Description of the task.
Go line by line through the records below. Copy whichever lines contain the string "Lavalleja".

Saved entries
──────

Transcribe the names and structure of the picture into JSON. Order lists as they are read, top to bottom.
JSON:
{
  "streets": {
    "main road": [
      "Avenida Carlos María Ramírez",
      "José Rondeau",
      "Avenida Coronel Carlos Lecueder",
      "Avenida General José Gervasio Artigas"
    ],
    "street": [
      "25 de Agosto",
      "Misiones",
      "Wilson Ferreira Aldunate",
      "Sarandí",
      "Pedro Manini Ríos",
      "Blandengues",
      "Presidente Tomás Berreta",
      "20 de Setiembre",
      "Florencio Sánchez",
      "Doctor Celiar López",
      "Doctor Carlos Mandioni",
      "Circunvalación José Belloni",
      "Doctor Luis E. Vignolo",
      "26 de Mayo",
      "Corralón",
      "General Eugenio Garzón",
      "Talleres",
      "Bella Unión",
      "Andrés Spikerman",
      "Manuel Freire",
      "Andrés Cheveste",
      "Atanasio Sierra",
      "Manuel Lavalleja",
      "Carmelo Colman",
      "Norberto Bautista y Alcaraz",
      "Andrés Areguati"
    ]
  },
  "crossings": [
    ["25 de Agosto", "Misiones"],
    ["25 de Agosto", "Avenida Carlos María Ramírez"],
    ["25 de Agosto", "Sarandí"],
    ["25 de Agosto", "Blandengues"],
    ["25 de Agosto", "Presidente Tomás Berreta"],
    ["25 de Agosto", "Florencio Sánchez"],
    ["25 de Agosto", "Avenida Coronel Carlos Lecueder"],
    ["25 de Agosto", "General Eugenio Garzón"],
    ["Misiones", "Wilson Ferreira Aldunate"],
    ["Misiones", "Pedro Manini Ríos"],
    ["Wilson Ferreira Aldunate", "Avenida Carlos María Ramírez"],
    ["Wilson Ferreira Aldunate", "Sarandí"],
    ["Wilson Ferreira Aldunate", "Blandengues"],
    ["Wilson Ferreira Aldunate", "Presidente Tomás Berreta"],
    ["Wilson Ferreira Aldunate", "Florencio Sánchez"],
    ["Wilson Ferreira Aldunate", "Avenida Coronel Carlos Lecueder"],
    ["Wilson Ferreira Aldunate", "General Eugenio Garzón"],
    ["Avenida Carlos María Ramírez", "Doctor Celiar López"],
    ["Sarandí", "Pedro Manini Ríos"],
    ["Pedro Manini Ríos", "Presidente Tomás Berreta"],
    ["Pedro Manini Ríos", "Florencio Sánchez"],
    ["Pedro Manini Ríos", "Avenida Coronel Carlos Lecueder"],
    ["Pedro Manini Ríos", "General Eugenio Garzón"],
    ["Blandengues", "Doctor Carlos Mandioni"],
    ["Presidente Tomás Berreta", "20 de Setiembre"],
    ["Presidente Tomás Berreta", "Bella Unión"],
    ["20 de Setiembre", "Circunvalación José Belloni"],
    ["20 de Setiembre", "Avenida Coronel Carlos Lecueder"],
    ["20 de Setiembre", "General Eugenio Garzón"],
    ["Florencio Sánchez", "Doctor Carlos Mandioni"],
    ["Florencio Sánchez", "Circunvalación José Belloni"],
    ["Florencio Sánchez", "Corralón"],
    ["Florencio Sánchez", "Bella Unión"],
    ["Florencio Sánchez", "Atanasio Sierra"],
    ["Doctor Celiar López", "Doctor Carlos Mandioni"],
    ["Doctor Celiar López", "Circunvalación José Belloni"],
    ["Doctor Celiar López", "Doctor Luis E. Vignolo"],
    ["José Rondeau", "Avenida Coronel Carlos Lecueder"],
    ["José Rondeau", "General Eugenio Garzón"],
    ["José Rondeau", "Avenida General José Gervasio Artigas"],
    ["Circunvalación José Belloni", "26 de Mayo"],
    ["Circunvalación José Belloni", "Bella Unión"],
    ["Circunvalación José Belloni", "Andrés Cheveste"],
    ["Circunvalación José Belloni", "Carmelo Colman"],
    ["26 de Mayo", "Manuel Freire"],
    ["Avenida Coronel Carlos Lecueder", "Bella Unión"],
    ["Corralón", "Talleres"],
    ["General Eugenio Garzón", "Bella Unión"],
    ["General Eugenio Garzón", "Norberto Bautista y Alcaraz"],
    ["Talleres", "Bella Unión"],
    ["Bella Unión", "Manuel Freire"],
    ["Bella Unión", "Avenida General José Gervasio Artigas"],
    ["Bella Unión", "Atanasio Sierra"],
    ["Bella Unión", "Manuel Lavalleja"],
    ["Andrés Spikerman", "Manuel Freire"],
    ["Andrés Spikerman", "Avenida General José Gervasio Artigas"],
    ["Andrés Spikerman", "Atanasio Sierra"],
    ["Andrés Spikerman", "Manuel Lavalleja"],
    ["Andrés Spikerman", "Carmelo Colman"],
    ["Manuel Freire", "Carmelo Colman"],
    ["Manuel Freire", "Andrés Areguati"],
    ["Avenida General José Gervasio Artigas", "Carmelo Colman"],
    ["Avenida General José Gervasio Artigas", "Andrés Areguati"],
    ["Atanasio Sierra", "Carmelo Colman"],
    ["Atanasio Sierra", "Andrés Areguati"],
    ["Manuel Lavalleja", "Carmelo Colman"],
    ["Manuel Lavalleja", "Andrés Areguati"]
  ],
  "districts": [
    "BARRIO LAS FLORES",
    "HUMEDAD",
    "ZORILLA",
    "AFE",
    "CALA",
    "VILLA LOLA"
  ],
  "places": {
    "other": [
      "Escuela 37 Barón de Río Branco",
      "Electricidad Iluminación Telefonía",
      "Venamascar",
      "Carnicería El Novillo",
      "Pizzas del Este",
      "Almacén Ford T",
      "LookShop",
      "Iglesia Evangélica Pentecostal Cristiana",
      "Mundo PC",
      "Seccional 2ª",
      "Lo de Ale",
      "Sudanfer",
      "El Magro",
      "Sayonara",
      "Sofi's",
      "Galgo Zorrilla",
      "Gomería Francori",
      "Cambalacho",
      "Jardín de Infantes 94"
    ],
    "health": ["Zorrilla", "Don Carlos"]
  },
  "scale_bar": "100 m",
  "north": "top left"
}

──────

Result below.
      "Manuel Lavalleja",
    ["Bella Unión", "Manuel Lavalleja"],
    ["Andrés Spikerman", "Manuel Lavalleja"],
    ["Manuel Lavalleja", "Carmelo Colman"],
    ["Manuel Lavalleja", "Andrés Areguati"]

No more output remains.